What the task asks
Select, from the data, each line where "function" occurs.

Record excerpts
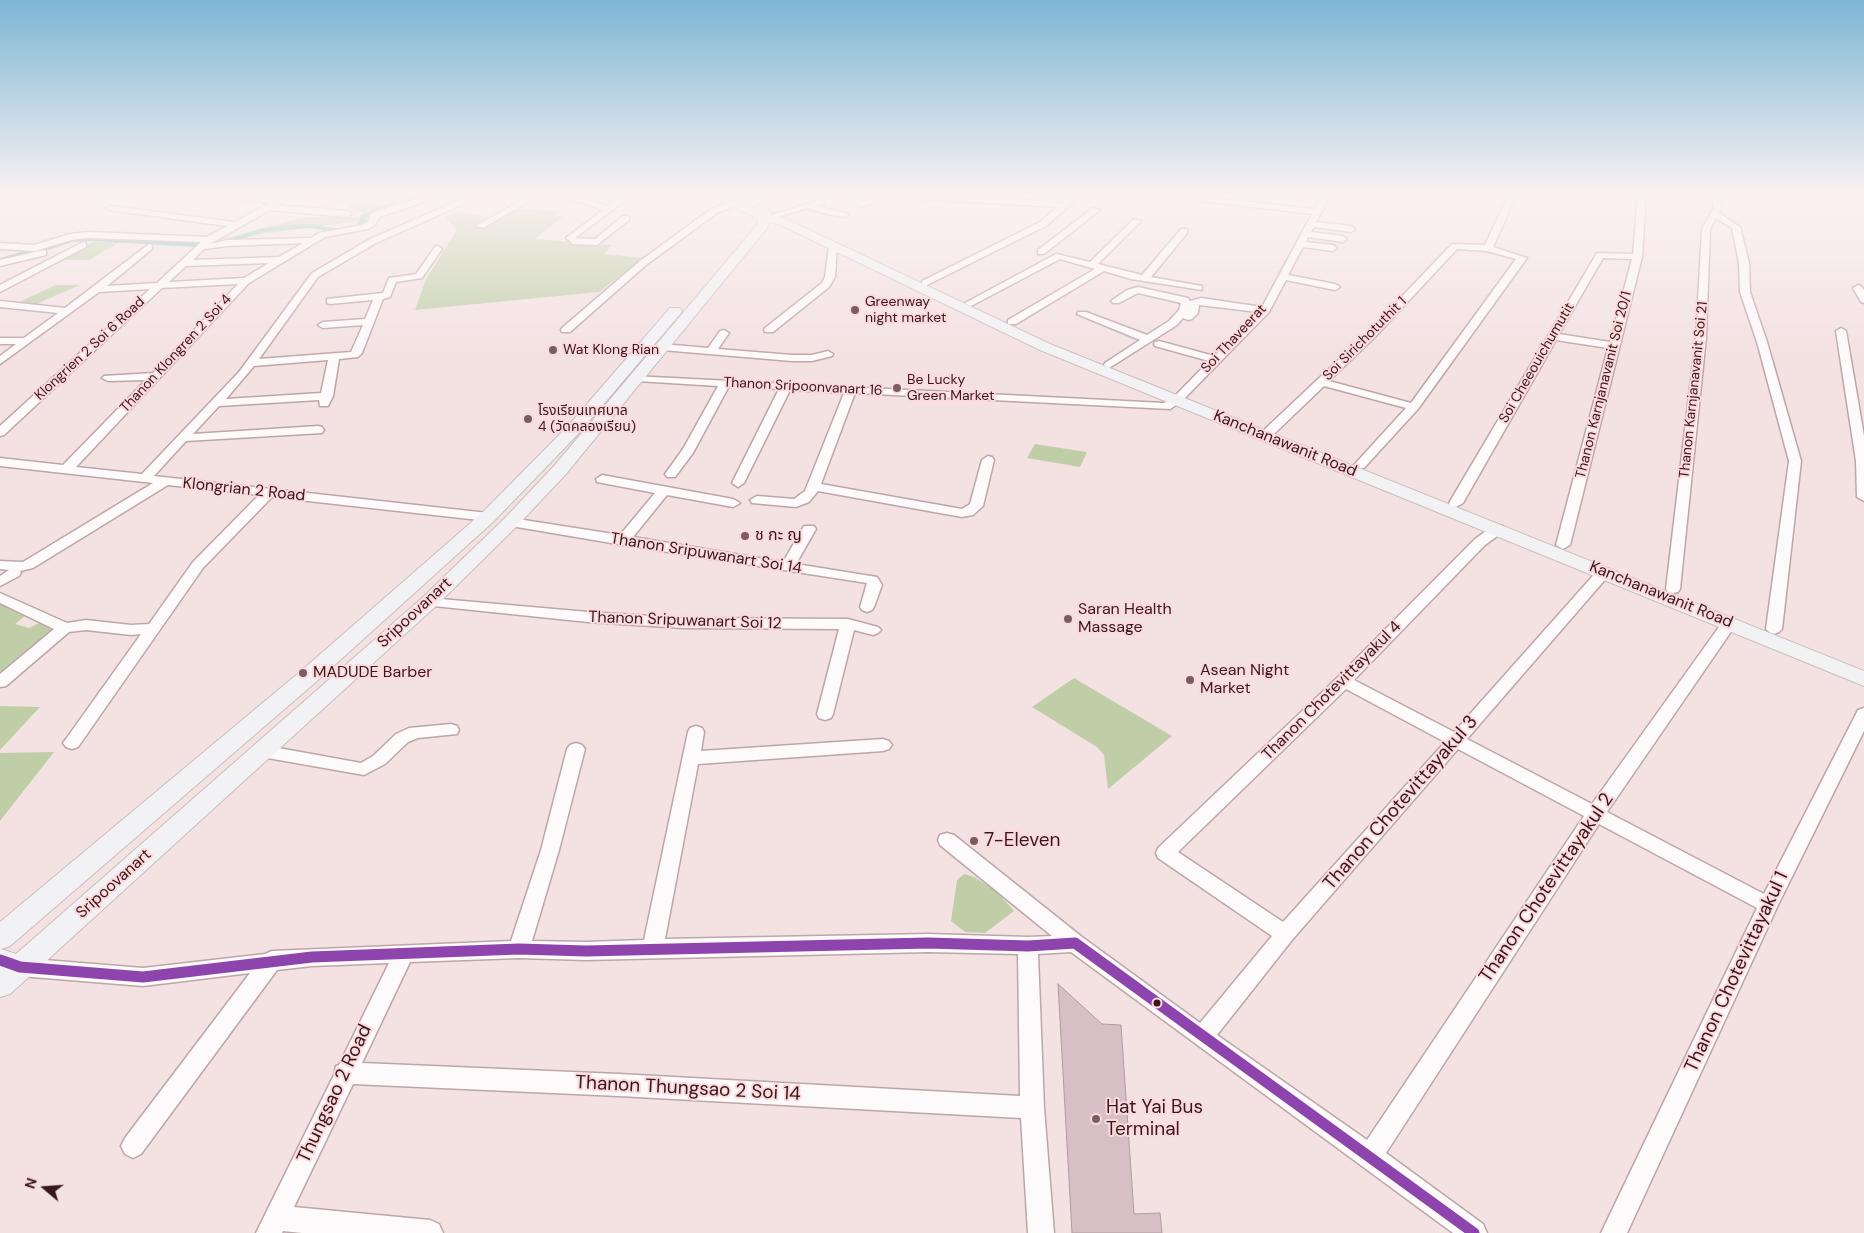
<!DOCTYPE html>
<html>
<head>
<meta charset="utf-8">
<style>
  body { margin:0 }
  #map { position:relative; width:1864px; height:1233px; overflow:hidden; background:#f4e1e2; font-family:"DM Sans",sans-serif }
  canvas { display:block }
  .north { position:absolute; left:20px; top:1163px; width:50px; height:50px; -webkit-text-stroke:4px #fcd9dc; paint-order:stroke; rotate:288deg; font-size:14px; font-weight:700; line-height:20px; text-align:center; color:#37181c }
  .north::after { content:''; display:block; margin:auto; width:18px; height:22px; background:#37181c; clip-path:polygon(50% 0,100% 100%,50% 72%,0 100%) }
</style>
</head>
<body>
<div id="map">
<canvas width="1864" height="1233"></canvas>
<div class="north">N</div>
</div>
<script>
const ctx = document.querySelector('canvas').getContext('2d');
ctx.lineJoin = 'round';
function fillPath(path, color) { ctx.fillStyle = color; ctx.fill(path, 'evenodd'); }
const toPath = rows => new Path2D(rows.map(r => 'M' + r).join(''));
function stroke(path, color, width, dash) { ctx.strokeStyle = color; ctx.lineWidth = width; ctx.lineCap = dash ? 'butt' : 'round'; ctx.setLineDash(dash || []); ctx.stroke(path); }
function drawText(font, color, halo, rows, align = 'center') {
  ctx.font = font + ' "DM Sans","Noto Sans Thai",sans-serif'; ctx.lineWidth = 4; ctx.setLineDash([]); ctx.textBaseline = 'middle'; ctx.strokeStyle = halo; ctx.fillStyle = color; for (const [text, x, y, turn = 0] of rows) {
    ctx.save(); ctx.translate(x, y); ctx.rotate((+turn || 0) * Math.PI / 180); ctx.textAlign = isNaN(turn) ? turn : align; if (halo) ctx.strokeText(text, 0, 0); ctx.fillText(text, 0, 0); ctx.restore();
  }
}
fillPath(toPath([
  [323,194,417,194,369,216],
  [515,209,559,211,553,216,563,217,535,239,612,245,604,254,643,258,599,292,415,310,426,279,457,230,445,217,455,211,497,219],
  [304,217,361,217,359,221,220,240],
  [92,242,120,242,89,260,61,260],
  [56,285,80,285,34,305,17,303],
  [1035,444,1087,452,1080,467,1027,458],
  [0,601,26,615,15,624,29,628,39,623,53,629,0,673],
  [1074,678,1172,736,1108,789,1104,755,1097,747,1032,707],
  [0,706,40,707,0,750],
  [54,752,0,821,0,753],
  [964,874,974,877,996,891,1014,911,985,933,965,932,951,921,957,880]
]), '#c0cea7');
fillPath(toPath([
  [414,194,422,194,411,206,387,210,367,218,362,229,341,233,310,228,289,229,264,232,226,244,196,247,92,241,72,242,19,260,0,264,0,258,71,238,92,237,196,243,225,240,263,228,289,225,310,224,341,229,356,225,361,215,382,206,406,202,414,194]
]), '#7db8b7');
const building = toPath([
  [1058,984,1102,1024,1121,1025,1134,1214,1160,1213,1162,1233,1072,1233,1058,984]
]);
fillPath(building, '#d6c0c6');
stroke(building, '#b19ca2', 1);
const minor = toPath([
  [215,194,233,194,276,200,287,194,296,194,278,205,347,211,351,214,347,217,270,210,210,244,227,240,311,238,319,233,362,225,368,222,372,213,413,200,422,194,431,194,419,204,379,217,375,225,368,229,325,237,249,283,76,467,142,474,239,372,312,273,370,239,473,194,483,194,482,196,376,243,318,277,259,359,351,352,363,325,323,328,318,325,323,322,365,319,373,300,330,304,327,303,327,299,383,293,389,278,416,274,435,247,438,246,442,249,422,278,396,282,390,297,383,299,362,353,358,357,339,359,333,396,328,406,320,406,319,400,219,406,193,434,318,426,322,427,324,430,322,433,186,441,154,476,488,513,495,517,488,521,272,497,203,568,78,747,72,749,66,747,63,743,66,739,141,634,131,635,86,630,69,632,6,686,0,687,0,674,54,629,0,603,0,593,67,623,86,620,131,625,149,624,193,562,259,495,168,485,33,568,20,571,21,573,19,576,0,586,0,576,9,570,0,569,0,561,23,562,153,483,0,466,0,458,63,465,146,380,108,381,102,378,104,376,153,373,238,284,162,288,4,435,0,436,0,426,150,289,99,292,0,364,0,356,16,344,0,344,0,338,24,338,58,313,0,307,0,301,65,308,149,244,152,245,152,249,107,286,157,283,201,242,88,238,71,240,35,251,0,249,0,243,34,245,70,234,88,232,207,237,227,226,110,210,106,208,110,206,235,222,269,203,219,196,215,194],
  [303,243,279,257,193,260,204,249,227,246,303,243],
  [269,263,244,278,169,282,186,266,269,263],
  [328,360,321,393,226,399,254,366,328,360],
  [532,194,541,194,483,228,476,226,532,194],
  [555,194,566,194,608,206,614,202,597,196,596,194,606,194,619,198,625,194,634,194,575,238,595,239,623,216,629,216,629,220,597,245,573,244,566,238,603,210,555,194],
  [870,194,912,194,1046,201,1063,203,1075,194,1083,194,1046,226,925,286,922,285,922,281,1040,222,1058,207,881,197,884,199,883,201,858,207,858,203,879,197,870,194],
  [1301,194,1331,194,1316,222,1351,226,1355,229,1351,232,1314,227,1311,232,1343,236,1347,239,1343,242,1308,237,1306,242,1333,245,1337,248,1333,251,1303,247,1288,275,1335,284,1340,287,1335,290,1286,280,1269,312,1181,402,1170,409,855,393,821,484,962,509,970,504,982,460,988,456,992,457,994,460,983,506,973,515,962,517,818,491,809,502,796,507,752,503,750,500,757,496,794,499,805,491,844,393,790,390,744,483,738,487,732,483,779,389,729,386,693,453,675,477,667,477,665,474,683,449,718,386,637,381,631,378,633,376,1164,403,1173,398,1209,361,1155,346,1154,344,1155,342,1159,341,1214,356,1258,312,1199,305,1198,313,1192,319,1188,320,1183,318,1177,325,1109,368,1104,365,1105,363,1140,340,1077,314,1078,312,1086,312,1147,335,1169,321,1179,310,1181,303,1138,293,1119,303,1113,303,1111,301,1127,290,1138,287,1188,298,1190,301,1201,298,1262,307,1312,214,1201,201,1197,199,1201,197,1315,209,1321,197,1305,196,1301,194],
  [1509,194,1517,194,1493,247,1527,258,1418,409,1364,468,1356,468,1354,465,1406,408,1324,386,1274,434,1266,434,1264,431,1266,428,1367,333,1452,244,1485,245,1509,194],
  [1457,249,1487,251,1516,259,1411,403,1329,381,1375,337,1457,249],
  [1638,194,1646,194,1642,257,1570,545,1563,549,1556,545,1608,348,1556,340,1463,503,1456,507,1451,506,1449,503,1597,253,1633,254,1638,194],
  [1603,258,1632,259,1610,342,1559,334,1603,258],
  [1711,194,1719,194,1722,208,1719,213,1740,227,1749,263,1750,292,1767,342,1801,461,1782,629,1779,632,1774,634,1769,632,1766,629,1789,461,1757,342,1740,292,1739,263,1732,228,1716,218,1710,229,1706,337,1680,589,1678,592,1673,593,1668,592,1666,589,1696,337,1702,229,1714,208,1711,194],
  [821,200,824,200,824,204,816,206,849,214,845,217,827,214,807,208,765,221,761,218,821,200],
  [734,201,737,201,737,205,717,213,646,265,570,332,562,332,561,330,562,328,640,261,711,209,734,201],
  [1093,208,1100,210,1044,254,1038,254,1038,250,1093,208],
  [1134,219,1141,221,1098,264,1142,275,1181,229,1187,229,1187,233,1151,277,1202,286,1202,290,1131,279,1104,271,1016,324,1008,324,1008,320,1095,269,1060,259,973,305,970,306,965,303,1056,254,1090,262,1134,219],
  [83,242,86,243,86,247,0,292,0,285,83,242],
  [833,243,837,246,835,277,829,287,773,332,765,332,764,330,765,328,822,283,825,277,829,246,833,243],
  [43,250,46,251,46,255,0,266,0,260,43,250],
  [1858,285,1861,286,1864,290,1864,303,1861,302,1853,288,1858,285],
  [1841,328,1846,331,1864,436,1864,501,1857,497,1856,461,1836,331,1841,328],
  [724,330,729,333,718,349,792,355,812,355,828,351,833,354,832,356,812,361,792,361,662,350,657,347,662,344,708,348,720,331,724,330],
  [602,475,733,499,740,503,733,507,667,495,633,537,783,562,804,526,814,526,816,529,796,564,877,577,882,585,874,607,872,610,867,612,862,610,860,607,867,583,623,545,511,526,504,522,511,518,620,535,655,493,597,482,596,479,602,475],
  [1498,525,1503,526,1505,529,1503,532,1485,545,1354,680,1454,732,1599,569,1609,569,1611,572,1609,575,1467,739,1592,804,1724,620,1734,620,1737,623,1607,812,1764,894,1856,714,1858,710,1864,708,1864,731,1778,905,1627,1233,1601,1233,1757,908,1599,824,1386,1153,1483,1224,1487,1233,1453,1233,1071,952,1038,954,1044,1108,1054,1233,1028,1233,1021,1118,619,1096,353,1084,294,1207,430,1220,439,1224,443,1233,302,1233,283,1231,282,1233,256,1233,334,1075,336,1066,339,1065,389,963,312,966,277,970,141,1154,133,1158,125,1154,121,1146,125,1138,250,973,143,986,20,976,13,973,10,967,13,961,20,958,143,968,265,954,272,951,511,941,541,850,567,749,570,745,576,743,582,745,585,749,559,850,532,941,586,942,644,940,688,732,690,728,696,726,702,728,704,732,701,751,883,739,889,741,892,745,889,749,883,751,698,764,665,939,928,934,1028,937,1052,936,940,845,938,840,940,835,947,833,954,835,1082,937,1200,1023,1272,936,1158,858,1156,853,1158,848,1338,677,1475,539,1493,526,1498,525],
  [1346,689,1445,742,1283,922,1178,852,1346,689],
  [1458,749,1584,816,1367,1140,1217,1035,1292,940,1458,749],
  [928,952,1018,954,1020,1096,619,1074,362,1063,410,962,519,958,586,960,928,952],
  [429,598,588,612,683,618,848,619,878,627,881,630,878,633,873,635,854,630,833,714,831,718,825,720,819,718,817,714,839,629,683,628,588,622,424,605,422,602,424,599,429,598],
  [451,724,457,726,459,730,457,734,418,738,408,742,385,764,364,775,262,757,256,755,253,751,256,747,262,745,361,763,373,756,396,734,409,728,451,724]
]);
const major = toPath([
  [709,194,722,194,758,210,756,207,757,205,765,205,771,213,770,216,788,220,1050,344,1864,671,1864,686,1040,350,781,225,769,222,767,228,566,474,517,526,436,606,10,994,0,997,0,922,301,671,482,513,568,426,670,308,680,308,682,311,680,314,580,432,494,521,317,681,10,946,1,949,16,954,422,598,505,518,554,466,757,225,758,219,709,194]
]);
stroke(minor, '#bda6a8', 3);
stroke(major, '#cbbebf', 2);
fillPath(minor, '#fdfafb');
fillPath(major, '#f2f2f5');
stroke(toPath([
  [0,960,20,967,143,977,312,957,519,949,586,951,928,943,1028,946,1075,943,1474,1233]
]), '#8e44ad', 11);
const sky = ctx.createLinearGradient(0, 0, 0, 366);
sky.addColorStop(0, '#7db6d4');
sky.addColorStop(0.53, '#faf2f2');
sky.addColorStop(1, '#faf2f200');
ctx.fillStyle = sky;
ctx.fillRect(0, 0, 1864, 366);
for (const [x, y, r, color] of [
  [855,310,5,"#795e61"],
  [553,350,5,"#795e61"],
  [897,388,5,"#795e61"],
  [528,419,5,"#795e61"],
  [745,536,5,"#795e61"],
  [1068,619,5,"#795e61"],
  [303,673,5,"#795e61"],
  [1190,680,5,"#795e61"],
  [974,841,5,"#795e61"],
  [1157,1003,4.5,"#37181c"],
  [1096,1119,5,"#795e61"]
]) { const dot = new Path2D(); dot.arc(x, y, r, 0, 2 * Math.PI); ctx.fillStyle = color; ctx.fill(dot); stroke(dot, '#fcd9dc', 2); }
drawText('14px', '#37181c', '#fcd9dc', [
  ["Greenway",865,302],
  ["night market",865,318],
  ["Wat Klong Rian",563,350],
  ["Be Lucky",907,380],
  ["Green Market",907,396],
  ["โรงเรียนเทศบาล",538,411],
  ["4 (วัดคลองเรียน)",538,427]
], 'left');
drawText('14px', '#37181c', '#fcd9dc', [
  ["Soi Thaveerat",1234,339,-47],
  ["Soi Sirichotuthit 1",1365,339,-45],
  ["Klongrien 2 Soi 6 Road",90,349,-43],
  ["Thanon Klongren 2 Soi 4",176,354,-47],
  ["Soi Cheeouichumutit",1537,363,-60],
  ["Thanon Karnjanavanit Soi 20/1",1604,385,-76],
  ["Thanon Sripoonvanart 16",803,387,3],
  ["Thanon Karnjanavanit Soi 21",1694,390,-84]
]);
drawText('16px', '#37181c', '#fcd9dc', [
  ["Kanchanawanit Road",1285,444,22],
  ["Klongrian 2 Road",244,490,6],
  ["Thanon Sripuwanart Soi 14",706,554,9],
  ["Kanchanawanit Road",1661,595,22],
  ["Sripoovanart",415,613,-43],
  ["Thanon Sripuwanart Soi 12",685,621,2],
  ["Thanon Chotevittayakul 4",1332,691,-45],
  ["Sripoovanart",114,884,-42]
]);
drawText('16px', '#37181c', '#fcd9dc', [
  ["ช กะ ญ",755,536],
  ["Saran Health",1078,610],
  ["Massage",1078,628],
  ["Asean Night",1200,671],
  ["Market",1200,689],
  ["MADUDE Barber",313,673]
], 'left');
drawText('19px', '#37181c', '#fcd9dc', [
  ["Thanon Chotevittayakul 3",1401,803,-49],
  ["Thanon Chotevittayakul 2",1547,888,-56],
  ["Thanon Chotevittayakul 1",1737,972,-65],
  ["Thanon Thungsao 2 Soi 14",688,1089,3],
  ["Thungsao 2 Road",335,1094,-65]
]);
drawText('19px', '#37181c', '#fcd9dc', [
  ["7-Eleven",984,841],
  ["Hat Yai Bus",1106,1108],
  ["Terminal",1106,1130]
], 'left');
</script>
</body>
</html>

Result of the exercise
function fillPath(path, color) { ctx.fillStyle = color; ctx.fill(path, 'evenodd'); }
function stroke(path, color, width, dash) { ctx.strokeStyle = color; ctx.lineWidth = width; ctx.lineCap = dash ? 'butt' : 'round'; ctx.setLineDash(dash || []); ctx.stroke(path); }
function drawText(font, color, halo, rows, align = 'center') {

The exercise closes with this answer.